Today, it’s almost three years since Cheza Nami was born, and the organization is committed to promoting the understanding and appreciation of African Culture through music, dance, art and play. Besides, teaching African art, dance and music, Catherine delights in connecting with other local artists, and is constantly sharing her culture with all both locally and abroad. She believes that we are living in exciting times where the world is changing rapidly and cultures of all is within our turf—and therefore those who regard themselves as global citizens will have a better shot at thriving in our diverse world. For Catherine, Cheza Nami is her way of contributing to our world. She is grateful to have access to other cultures in this melting pot that is the Bay Area, and she feels that she owes it to the world to share some of the awesome qualities her African culture has to offer. Qualities such as the sense of community—an embodiment of many African cultures and a phenomenon that could very well enrich our lives given today’s growing digital age.

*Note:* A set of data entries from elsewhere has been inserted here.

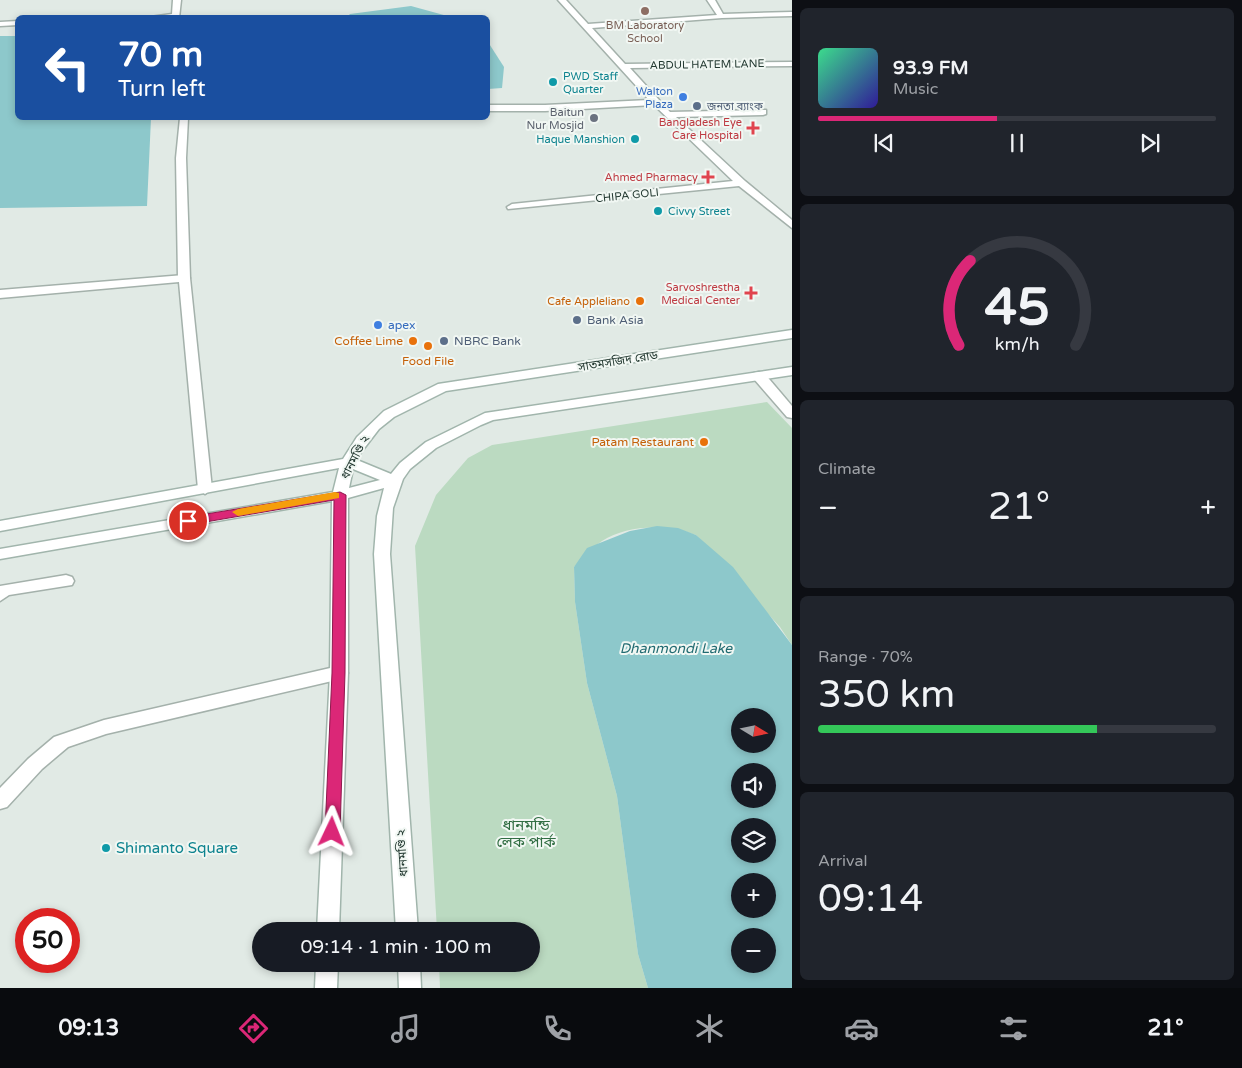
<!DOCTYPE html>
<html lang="en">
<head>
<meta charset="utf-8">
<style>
	:root { --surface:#171b24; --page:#20242c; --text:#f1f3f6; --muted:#9ea1a6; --line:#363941; --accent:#db2777 }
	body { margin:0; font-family:"Varela Round","Noto Sans Bengali",sans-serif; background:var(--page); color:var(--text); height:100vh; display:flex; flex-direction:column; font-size:19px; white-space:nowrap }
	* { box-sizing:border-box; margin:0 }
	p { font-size:16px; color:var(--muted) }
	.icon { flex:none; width:28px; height:28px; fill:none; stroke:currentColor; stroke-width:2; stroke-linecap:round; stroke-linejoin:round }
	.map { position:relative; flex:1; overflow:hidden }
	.side { display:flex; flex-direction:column; gap:8px; padding:8px; background:#0d0f14; width:450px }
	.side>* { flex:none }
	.hud { position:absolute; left:15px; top:15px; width:475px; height:105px; border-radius:8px; box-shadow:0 2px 8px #0003; background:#1a4fa0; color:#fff; overflow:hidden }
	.needle { width:32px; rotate:100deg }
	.tools { position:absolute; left:731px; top:708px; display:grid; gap:10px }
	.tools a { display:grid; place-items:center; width:45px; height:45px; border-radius:50%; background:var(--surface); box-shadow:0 2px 8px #0003; font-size:25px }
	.speed { position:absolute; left:15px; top:908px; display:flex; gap:10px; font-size:25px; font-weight:700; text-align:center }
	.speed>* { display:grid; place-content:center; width:65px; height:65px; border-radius:50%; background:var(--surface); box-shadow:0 2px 8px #0003; line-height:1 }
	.speed .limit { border:8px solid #d22; background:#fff; color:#111 }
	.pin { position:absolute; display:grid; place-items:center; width:42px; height:42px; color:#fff; margin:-21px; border:2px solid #fff; border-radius:50%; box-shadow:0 1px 5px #0007 }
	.me { position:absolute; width:55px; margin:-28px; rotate:2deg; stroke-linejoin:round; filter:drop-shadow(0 0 4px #0008) }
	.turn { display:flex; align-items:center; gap:18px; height:105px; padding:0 20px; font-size:22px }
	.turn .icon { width:65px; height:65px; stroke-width:2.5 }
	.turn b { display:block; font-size:35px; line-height:42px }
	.big { font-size:38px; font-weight:600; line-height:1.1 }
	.side .card { flex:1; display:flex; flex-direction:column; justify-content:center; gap:8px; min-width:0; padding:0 18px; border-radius:8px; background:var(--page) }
	.side .dial { align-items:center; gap:0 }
	.dial svg { height:130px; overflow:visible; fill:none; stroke:var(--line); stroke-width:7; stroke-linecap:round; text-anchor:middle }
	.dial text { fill:var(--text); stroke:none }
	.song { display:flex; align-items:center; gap:15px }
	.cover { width:60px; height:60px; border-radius:8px; background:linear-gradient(135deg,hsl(150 70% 55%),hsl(250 70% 35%)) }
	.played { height:5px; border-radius:2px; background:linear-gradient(90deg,var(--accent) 45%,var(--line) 45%) }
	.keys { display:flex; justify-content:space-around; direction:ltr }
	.heat { display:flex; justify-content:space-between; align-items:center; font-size:28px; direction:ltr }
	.charge { height:8px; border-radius:4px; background:linear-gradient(90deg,#34c759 70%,var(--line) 0) }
	.trip { position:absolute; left:252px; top:922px; width:288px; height:50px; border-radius:25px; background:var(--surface); box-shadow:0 2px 8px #0003; font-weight:600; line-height:50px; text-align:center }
	.tab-bar { display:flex; height:80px; justify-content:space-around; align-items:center; background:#090b0e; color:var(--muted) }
	.tab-bar .icon { width:35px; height:35px }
	.tab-bar .active { color:var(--accent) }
	.tab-bar b { font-size:22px; color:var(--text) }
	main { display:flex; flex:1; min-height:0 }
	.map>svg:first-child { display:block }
</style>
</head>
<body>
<main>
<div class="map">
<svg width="792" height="988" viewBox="0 0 792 988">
	<rect width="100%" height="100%" fill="#e1eae5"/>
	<!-- green -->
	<path fill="#bbdac1" d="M 767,402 L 792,428 L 792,645 L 780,627 L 696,535 C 668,524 628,524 602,541 C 592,548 583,559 574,567 L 575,602 L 587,683 L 617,796 L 638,954 L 648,988 L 440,988 L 439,964 L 531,964 L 531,931 L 437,931 L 415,546 L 436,495 L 468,458 L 492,445 Z"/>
	<!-- water -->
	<g fill="#8dc8cb" fill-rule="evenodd">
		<polygon points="411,6 451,17 347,17 350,14"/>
		<polygon points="0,36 17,36 18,118 151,118 147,206 0,208"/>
		<polygon points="488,42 504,67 502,88 488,89"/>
		<path d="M 657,526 L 678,528 L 696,535 L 733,567 L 792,645 L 792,988 L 648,988 L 638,954 L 617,796 L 587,683 L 575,602 L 574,567 L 587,548 L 630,531 ZM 740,716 L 768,716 L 768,744 L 740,744 ZM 740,771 L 768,771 L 768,799 L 740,799 ZM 740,826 L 768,826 L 768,854 L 740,854 ZM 740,881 L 768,881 L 768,909 L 740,909 ZM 740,936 L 768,936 L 768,964 L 740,964 Z"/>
	</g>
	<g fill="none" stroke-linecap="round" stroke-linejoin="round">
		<defs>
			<g id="lane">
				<polygon points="184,275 190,278 212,489 205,494 198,489 179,282 0,298 0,290"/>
				<polygon points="66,575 72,577 74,581 72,585 9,595 0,601 0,586"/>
				<polygon points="339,666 345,668 348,673 345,678 106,734 68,747 42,769 7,807 0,809 0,788 28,759 54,737 104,720"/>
			</g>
			<g id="street">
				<polygon points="173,0 181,0 179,18 143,18 172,14"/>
				<polygon points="558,0 566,0 588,24 717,15 707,0 715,0 723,14 792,12 792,16 722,18 592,28 625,64 792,62 792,66 630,68 670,112 766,110 766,114 763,115 676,117 745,181 792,220 792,228 739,186 508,209 507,207 512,204 733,181 654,105 545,111 488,111 488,105 545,105 649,100"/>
				<polygon points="18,21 18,25 0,26 0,22"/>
				<polygon points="180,118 188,118 186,158 190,278 184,281 178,278 176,158"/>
				<polygon points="759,372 764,373 792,406 792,418 787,417 754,379 752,376 754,373"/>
			</g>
			<g id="secondary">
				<path d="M 792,330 L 792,338 L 446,391 L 394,417 L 379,429 L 359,455 L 357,460 L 391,474 L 400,463 L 426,442 L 485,413 L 792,367 L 792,375 L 493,420 L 481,425 L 436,448 L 410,469 L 403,479 L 393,508 L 390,554 L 418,931 L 396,931 L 374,554 L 377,516 L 384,488 L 348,498 L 348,673 L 339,931 L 317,931 L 330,673 L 332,501 L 0,559 L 0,549 L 333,492 L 339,468 L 0,531 L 0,521 L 343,459 L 357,437 L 384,411 L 438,384 ZM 353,469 L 380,480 L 349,488 Z"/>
				<polygon points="316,964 338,964 337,988 315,988"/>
				<polygon points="398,964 420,964 421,988 399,988"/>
			</g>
		</defs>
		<!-- lane casing -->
		<use href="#lane" stroke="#a4b1ab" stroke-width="3"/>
		<!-- street casing -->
		<use href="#street" stroke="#a4b1ab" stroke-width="3"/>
		<!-- secondary casing -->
		<use href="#secondary" stroke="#a1b5ac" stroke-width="3"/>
		<!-- lane -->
		<use href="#lane" fill="#fff" fill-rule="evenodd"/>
		<!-- street -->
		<use href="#street" fill="#fff" fill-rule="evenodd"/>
		<!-- secondary -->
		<use href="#secondary" fill="#fff" fill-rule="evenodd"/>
	</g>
	<!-- route -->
	<polygon fill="#db2777" stroke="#8e194d" points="340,492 346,495 345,673 340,832 338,837 332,838 327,837 325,832 332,673 334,500 188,525 182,521 188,517"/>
	<!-- slow -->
	<polygon fill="#f59e0b" points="335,492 339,493 339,498 238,516 232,512 238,509"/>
	<!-- markers -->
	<circle fill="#8d6e63" stroke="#f1f7f3" stroke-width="2" cx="645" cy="11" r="5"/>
	<g fill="#0f9aa8" stroke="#f1f7f3" stroke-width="2">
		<circle cx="553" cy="82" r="5"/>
		<circle cx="635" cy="139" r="5"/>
		<circle cx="658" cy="211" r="5"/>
		<circle cx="106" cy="848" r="5"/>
	</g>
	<g fill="#3f7fe0" stroke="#f1f7f3" stroke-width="2">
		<circle cx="683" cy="97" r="5"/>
		<circle cx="378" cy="325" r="5"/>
	</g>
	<g fill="#5c6f8a" stroke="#f1f7f3" stroke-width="2">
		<circle cx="697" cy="106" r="5"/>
		<circle cx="577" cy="320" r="5"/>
		<circle cx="444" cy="341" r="5"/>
	</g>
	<circle fill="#6b7280" stroke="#f1f7f3" stroke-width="2" cx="594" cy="118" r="5"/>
	<g fill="#e0444e" stroke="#f1f7f3" stroke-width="2">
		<path d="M750.5 120.5h5v5h5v5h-5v5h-5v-5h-5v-5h5z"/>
		<path d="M705.5 169.5h5v5h5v5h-5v5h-5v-5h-5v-5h5z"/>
		<path d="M748.5 285.5h5v5h5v5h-5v5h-5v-5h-5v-5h5z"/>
	</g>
	<g fill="#e8710a" stroke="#f1f7f3" stroke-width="2">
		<circle cx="640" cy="301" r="5"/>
		<circle cx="413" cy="341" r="5"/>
		<circle cx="428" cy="346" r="5"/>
		<circle cx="704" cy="442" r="5"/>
	</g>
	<g text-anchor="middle" stroke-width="4" stroke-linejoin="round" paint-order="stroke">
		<!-- far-education labels -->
		<g font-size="11" fill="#785e54" stroke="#f1f7f3">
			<text x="645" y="29">BM Laboratory<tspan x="645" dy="13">School</tspan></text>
		</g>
		<!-- far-street labels -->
		<g font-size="11" fill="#233931" stroke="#f1f7f3">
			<text transform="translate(707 64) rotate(-1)" y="4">ABDUL HATEM LANE</text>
			<text transform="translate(627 195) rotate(-6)" y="4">CHIPA GOLI</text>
		</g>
		<!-- far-culture labels -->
		<g font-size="11" fill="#0d838f" stroke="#f1f7f3" text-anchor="start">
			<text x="563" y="80">PWD Staff<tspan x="563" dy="13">Quarter</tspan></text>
			<text x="625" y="143" text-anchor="end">Haque Manshion</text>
			<text x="668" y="215">Civvy Street</text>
		</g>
		<!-- far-shop labels -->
		<g font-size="11" fill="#366cbe" stroke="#f1f7f3" text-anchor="end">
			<text x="673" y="95">Walton<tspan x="673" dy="13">Plaza</tspan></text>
		</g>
		<!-- far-service labels -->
		<g font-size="11" fill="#4e5e75" stroke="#f1f7f3" text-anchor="start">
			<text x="707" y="110">জনতা ব্যাংক</text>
		</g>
		<!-- far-worship labels -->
		<g font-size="11" fill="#5b616d" stroke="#f1f7f3" text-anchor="end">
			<text x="584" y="116">Baitun<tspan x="584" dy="13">Nur Mosjid</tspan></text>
		</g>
		<!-- far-health labels -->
		<g font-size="11" fill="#be3a42" stroke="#f1f7f3" text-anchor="end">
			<text x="742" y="126">Bangladesh Eye<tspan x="742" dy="13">Care Hospital</tspan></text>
			<text x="698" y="181">Ahmed Pharmacy</text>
			<text x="740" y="291">Sarvoshrestha<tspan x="740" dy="13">Medical Center</tspan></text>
		</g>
		<!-- far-food labels -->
		<g font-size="11" fill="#c56008" stroke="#f1f7f3" text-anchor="end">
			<text x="630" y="305">Cafe Appleliano</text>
		</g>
		<!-- service labels -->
		<g font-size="12" fill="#4e5e75" stroke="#f1f7f3" text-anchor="start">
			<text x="587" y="324">Bank Asia</text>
			<text x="454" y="345">NBRC Bank</text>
		</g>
		<!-- shop labels -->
		<g font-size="12" fill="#366cbe" stroke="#f1f7f3" text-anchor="start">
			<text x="388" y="329">apex</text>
		</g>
		<!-- food labels -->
		<g font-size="12" fill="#c56008" stroke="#f1f7f3" text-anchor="end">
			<text x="403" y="345">Coffee Lime</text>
			<text x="428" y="365" text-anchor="middle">Food File</text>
			<text x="694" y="446">Patam Restaurant</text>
		</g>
		<!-- street labels -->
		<g font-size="12" fill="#233931" stroke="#f1f7f3">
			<text transform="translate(618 361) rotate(-9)" y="4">সাতমসজিদ রোড</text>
			<text transform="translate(355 457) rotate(-63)" y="4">ধানমণ্ডি ২</text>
			<text transform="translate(402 853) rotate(-94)" y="4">ধানমণ্ডি ২</text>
		</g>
		<!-- water labels -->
		<g font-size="14" font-style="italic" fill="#216b71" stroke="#f1f7f3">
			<text x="676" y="653">Dhanmondi Lake</text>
		</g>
		<!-- near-park labels -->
		<g font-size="15" fill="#306d42" stroke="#f1f7f3">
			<text x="526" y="830">ধানমন্ডি<tspan x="526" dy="17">লেক পার্ক</tspan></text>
		</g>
		<!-- near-culture labels -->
		<g font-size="15" fill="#0d838f" stroke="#f1f7f3" text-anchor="start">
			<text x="116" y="853">Shimanto Square</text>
		</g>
	</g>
</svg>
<div class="tools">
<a><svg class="needle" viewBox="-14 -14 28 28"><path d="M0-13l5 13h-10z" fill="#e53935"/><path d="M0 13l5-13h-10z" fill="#9ea1a6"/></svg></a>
<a><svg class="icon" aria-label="sound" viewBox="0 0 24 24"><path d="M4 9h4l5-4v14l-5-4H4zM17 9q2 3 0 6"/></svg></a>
<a><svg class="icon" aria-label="layers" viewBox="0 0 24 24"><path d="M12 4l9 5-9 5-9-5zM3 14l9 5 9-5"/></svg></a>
<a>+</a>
<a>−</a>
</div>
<div class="speed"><div class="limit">50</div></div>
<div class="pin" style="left:188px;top:521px;background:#d93025"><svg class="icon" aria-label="arrive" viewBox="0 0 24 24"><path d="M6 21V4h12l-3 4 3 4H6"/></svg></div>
<svg class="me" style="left:332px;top:832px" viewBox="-20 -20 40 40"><path d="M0-17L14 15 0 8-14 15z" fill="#db2777" stroke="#fff" stroke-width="4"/></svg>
<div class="trip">09:14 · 1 min · 100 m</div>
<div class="hud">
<div class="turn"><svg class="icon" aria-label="left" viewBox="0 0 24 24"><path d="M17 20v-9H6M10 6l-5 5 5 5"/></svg><div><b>70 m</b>Turn left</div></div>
</div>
</div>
<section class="side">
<div class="card">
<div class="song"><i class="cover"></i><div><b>93.9 FM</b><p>Music</p></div></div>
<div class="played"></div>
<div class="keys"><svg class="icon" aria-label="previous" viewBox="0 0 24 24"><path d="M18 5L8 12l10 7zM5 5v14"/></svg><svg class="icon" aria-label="pause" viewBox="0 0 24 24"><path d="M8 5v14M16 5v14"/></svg><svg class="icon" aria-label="next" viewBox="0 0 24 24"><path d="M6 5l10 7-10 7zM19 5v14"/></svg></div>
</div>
<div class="card dial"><svg viewBox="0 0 100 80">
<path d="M14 69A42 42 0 1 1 86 69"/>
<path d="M14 69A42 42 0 0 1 21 17" stroke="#db2777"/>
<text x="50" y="56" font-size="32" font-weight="700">45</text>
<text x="50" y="72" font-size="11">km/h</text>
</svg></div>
<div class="card"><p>Climate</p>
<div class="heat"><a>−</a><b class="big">21°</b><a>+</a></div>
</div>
<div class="card"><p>Range · 70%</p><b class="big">350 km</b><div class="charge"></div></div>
<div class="card"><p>Arrival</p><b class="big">09:14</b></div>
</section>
</main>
<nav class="tab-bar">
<b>09:13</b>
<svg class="icon active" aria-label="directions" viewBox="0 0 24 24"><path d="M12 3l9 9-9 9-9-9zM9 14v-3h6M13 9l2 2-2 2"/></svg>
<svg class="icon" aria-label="music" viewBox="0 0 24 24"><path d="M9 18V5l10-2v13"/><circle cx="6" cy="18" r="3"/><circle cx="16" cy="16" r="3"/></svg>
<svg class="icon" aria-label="phone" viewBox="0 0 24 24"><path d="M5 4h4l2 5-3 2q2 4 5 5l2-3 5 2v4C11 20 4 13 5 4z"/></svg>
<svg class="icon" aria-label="climate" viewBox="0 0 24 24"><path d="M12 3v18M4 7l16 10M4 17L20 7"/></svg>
<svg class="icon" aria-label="car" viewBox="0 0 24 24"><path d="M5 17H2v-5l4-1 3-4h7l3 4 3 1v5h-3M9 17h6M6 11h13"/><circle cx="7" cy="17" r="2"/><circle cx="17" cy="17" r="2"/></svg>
<svg class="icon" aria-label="filters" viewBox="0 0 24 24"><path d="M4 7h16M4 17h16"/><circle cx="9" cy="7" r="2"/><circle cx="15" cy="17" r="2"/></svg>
<b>21°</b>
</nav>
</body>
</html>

When she is not leading and programming at Cheza Nami, Catherine enjoys play with her twins while constantly strategizing on how to grow and bring her audience the best programs. When asked what she would like her organization to be known for, she shares her vision, “I hope to be an African Culture Ambassador.” And while she is aware of the diversity of African culture, she recognizes that the best way to accurately represent and share the different cultures of the continent is to collaborate, and partner with other local African cultural performing artists. She sees Cheza Nami as a unique go-to center for all things African culture learning and play, and she believes fulfilling this mandate is her destiny.